The key test for us is not whether new laws respond to new technology. It’s whether they harness it to make the world of work better, and give working people the confidence they need to negotiate better rights.

Don’t get me wrong. Matthew Taylor’s review is not without merit. We support his call for the abolishment of the Swedish Derogation – a loophole that has allowed employers to get away with paying agency workers less, even when they are doing the same job as their permanent colleagues.

Guaranteeing all workers the right to sick pay would make a real difference, as would asking employers to pay a higher rate for non-contracted hours. Payment for when shifts are cancelled at the last minute, as is now increasingly the case in the United States, was a key ask in our submission to the review.

But where the report falls short is not taking power seriously. 

The proposed new "dependent contractor status" carries real risks of downgrading people’s ability to receive a fair day’s pay for a fair day’s work.

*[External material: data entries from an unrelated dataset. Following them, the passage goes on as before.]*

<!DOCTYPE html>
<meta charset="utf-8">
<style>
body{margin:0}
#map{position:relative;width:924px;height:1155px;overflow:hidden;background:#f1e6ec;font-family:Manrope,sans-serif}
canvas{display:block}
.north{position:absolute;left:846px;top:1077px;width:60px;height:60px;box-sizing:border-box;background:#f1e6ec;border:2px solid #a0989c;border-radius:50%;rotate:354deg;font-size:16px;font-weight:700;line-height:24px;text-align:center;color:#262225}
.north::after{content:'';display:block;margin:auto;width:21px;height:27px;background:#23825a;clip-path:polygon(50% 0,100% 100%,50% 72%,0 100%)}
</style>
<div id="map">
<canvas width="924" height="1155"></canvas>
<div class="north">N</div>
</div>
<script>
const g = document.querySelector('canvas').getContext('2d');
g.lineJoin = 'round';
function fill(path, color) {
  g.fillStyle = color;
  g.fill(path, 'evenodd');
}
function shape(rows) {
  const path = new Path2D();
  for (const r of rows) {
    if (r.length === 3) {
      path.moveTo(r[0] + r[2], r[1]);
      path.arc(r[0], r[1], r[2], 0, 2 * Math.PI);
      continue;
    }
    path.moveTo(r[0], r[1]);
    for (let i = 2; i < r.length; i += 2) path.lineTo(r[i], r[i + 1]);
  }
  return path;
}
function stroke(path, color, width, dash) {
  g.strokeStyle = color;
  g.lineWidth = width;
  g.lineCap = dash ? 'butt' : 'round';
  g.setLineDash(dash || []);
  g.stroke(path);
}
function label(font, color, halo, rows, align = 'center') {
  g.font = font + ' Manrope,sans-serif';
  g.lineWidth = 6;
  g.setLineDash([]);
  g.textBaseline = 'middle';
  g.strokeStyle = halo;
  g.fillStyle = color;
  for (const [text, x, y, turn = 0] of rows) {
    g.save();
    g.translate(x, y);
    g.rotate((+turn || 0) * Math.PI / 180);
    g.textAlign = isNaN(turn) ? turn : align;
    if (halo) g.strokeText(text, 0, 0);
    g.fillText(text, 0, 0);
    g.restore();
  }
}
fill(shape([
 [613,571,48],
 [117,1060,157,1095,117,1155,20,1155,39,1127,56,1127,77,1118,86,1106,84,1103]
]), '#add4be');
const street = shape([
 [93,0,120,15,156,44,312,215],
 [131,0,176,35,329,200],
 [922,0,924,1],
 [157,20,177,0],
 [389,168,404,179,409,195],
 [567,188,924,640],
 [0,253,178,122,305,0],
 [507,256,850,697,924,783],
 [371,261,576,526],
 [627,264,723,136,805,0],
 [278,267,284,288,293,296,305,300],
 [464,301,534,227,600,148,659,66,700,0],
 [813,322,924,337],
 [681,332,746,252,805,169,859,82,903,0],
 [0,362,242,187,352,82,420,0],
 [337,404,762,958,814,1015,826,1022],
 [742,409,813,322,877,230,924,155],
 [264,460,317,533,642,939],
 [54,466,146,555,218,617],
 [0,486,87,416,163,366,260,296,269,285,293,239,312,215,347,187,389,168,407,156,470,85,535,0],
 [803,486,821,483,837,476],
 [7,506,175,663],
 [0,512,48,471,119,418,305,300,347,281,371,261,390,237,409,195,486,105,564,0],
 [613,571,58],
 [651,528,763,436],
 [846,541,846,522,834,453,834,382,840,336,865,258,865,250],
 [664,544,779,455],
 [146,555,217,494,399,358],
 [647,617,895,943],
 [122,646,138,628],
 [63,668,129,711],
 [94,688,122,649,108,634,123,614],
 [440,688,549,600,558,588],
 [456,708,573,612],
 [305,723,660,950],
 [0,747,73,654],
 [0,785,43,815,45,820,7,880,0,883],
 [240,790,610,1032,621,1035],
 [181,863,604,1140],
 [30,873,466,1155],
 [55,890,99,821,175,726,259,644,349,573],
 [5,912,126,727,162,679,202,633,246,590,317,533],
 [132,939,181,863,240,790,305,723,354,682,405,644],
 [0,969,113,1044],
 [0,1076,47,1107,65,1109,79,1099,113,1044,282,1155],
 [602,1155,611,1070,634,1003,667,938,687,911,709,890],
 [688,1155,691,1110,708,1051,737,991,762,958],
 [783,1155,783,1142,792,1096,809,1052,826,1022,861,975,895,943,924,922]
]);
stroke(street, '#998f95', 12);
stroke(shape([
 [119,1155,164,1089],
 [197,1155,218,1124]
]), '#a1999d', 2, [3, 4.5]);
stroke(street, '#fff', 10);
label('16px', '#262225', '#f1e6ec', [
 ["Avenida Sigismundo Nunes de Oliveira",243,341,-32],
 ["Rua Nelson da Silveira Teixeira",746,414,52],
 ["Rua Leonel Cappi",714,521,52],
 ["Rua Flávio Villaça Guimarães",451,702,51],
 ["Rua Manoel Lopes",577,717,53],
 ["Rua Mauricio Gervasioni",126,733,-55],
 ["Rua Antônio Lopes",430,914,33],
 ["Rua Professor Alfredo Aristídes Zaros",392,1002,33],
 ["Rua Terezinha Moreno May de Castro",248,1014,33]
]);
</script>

Here new technology isn’t creating new risks – it’s exacerbating old ones that we have fought to eradicate.

It’s no surprise that we are nervous about the return of "piece rates" or payment for tasks completed, rather than hours worked. Our experience of these has been in sectors like contract cleaning and hotels, where they’re used to set unreasonable targets, and drive down pay. Forgive us for being sceptical about Uber’s record of following the letter of the law.

Taylor’s proposals on zero-hours contracts also miss the point. Those on zero hours contracts – working in low paid sectors like hospitality, caring, and retail - are dependent on their boss for the hours they need to pay their bills. A "right to request" guaranteed hours from an exploitative boss is no right at all for many workers. Those in insecure jobs are in constant fear of having their hours cut if they speak up at work. Will the "right to request" really change this?

Tilting the balance of power back towards workers is what the trade union movement exists for. But it’s also vital to delivering the better productivity and growth Britain so sorely needs.

There is plenty of evidence from across the UK and the wider world that workplaces with good terms and conditions, pay and worker voice are more productive. That’s why the OECD (hardly a left-wing mouth piece) has called for a new debate about how collective bargaining can deliver more equality, more inclusion and better jobs all round.

We know as a union movement that we have to up our game. And part of that thinking must include how trade unions can take advantage of new technologies to organise workers.

We are ready for this challenge. Our role isn’t to stop changes in technology. It’s to make sure technology is used to make working people’s lives better, and to make sure any gains are fairly shared.

Frances O'Grady is the General Secretary of the TUC.